Selecting a sample size

The size of each sample can be set to 2, 5, 10, 16, 20 or 25 from the pop-up menu. Be sure not to confuse sample size with number of samples.

Comparison to a normal distribution

By clicking the “Fit normal” button you can see a normal distribution superimposed over the simulated sampling distribution.

Changing the population distribution

You can change the population by clicking on the top histogram with the mouse and dragging.

Step By Step Instructions

1. First refresh your memory about the meaning of the sampling distribution of the mean by clicking the “animate” button. You will see five scores sampled from the population at the top and float down to the sample data graph. The mean of these five scores is shown in blue and drops down to the graph below which is where the distribution of means is shown. Do this a few more times and then click the 10,000 button several times to see the distribution of means for a large number of samples. Various statistics are shown to the left of the distribution. Compare the mean of the distribution of means to the population mean of 16. It should be very close, but may not match exactly because the simulated distribution of means is just an approximation of the sampling distribution.

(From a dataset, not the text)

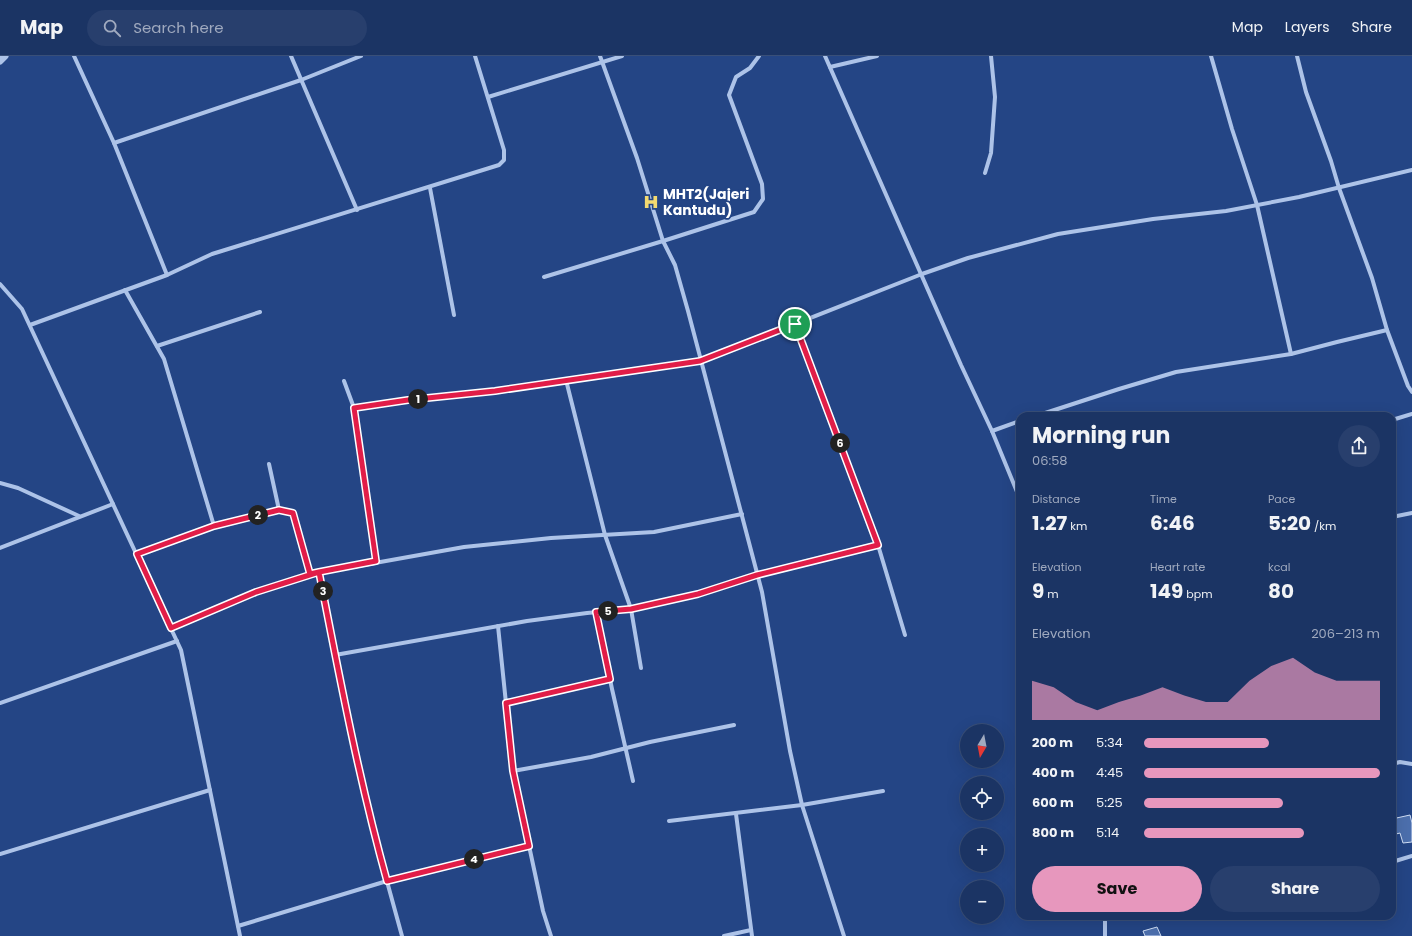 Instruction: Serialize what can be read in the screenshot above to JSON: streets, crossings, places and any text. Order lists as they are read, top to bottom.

2. Test to see if the mean the distribution of means for N=10 is equal to the population mean (keep in mind, since this is an approximation, it may not be exactly equal). If it is equal then the mean is an unbiased estimate.

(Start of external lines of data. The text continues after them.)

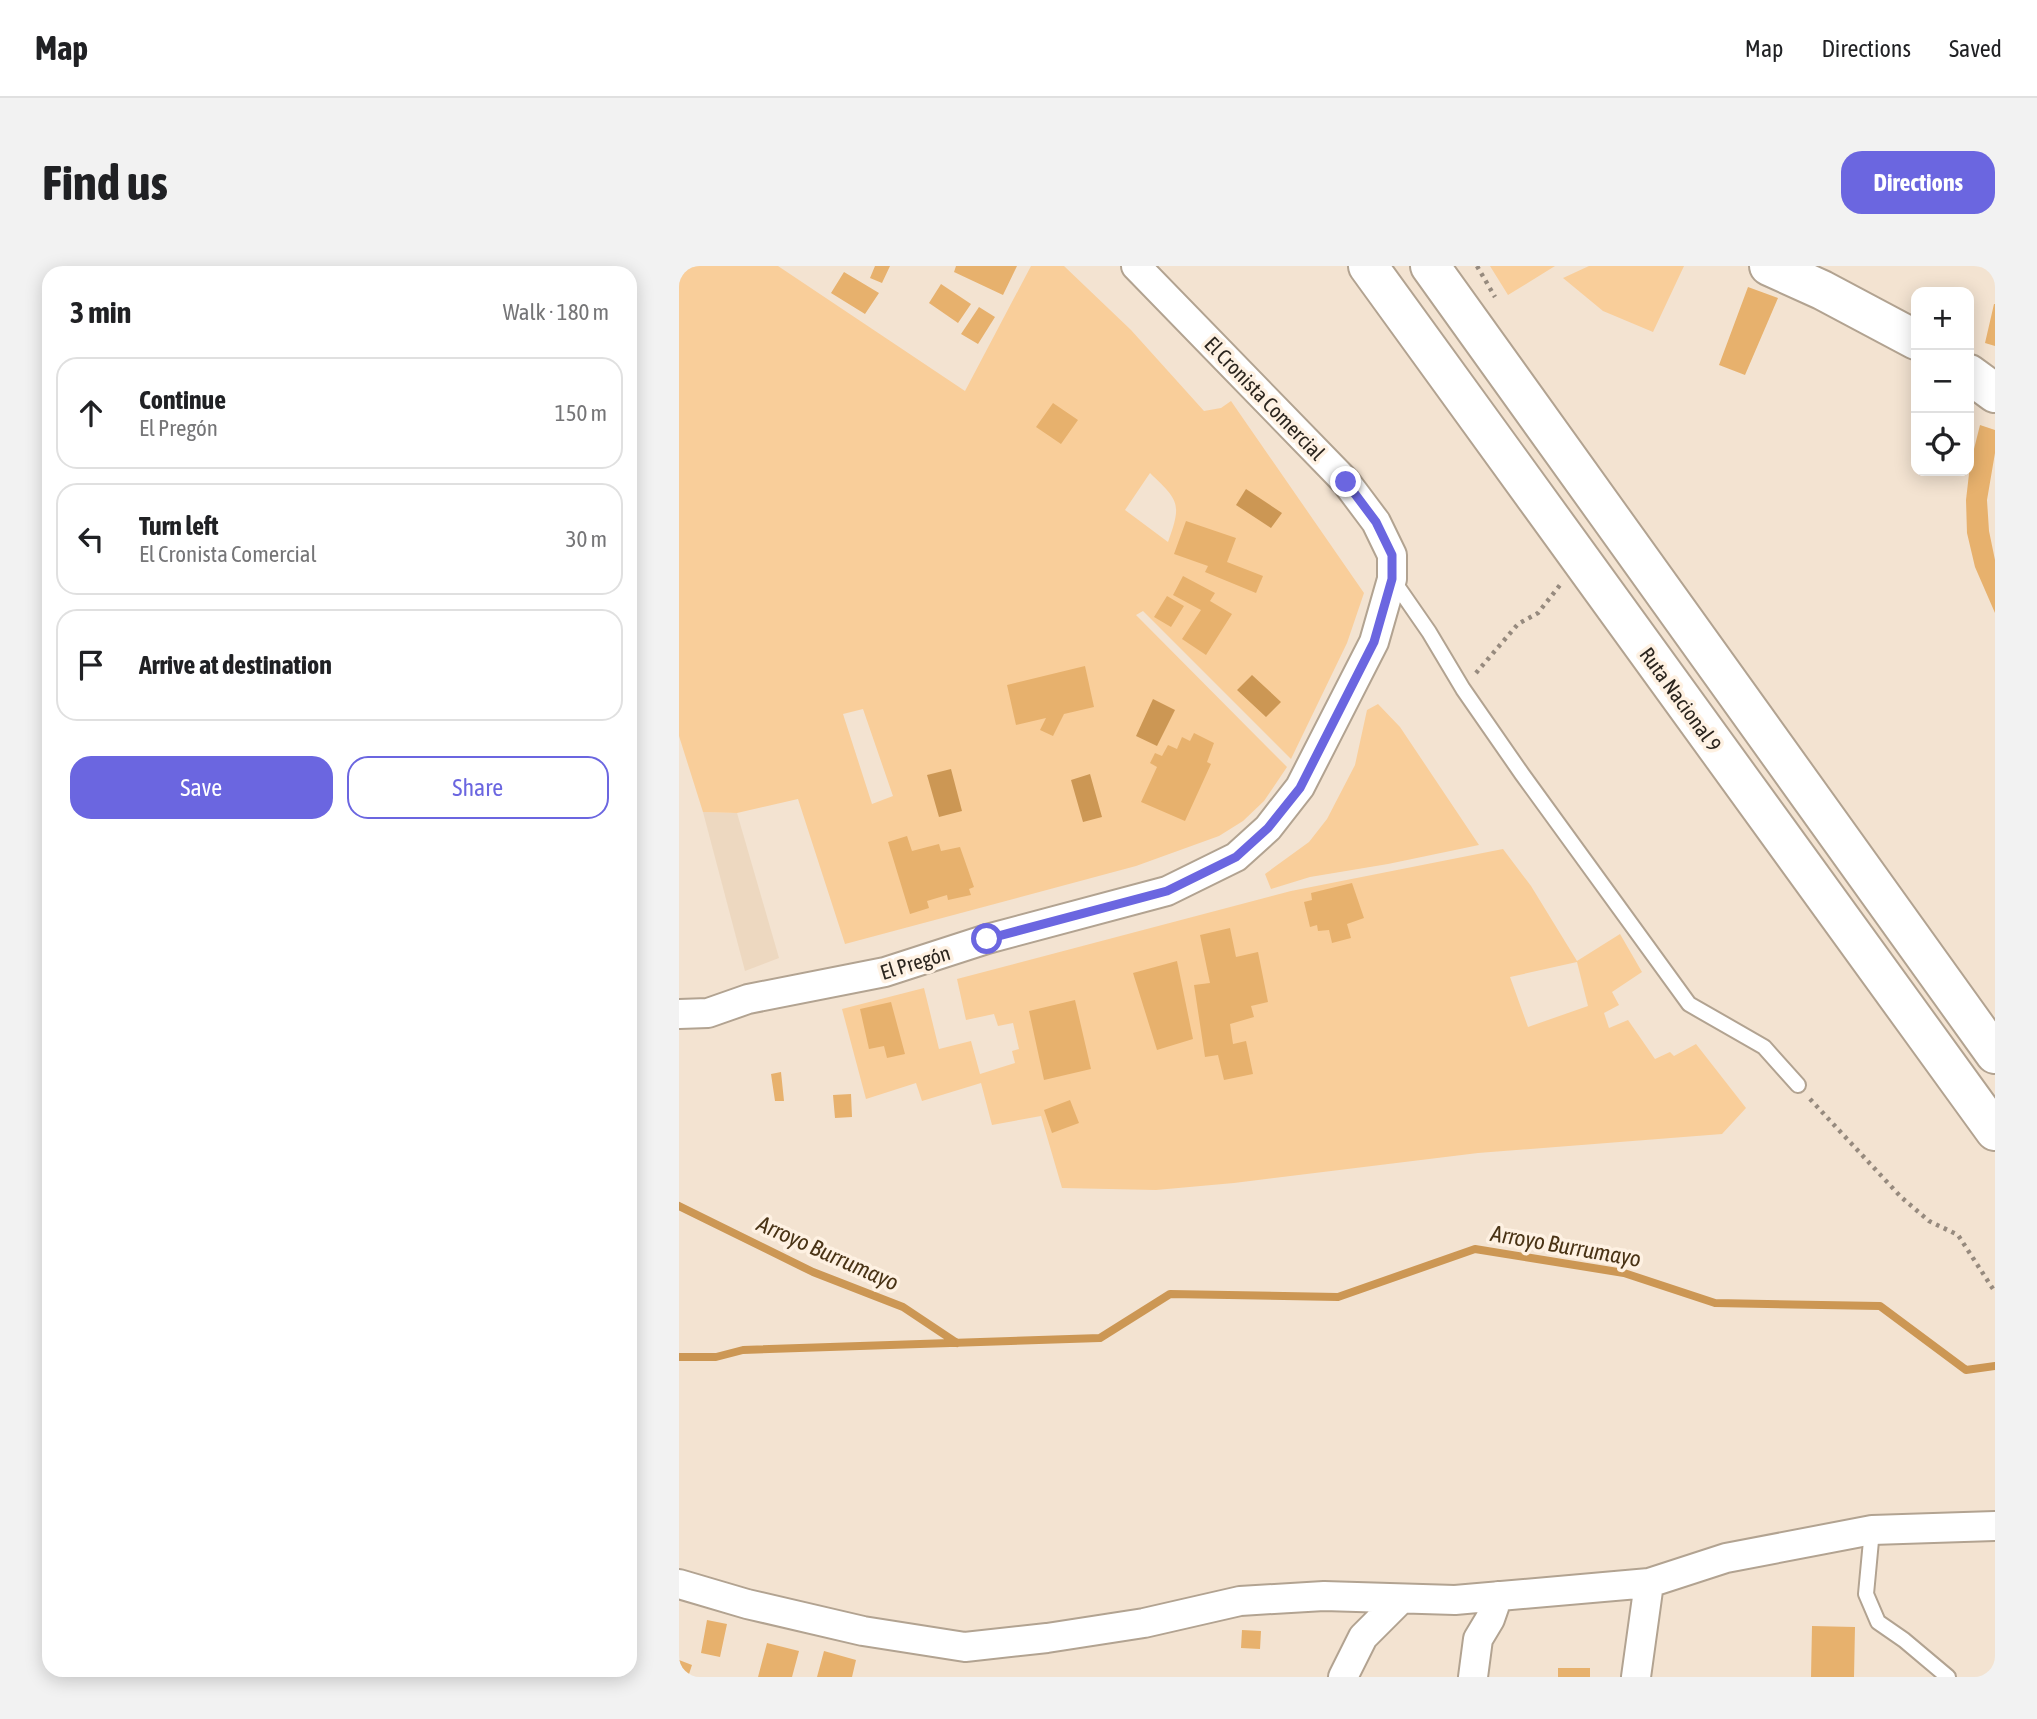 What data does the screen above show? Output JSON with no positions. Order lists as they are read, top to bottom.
{
  "streets": {
    "main road": ["Ruta Nacional 9"],
    "street": ["El Cronista Comercial", "El Pregón"]
  },
  "crossings": [
    ["El Cronista Comercial", "El Pregón"]
  ],
  "water": ["Arroyo Burrumayo"],
  "page": {
    "header": "Map",
    "nav": ["Map", "Directions", "Saved"],
    "buttons": [
      "Directions",
      ["Save", "Share"]
    ],
    "title": "Find us",
    "heading": ["3 min", "Walk · 180 m"],
    "map_buttons": ["+", "−"],
    "list": [
      ["Continue", "El Pregón", "150 m"],
      ["Turn left", "El Cronista Comercial", "30 m"],
      "Arrive at destination"
    ]
  }
}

3. Change the parent population to the “skewed distribution” and see if the mean of the distribution of means is equal to the population mean of 8.08. If so, the mean is unbiased for this skewed distribution.

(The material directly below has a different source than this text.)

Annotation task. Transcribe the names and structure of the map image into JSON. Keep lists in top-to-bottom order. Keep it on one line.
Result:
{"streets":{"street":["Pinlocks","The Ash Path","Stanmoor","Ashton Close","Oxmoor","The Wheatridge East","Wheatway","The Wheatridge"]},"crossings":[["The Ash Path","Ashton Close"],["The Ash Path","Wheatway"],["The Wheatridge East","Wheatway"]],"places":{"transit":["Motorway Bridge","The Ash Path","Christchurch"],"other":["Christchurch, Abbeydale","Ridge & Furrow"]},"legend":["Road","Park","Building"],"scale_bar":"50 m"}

4. Choose the median as the statistic. Try some simulations with the normal distribution. If the sample median is an unbiased estimate of the population median, then the mean of the distribution of the median will equal the median of the population.

5. Try some simulations with the skewed distribution and check with the median is a biased estimate.

6. Choose the variance as the statistic. Estimate the distribution of the variance and not its shape.

7. Set the sample size to 5 and use the normal population. Estimate the sampling distribution of the variance with the simulation. Note whether the mean is equal to the population variance of 25.

8. Choose the mean for one graph and the median for the other. Make the sample size the same for both graphs and estimate the sampling distributions. Compare the spreads of the distributions. The standard deviation of the distributions are the standard errors of the mean and median respectively. Which statistic has the smaller standard error? Try this with different sample sizes. For sample size 25, note the ratio of the standard error of the median to the standard error of the mean.

9. Compare the standard errors for the mean and the median with the skewed distribution. Try several sample sizes.

10. Try different shapes of distributions and not the relative sizes of the standard errors of the mean and median.

Summary

The mean is an unbiased estimate of the population mean regardless of the shape of the population distribution. The median is an unbiased estimate for normal distributions but not for skewed distributions. When the formula with N in the denominator is used to estimate variance, the mean of the sampling distribution is less than the population variance and is therefore a biased estimate. The mean has less sample variability than the median for most distributions including those with relatively large skew. However, there are some extreme distributions for which the median has less sample variability.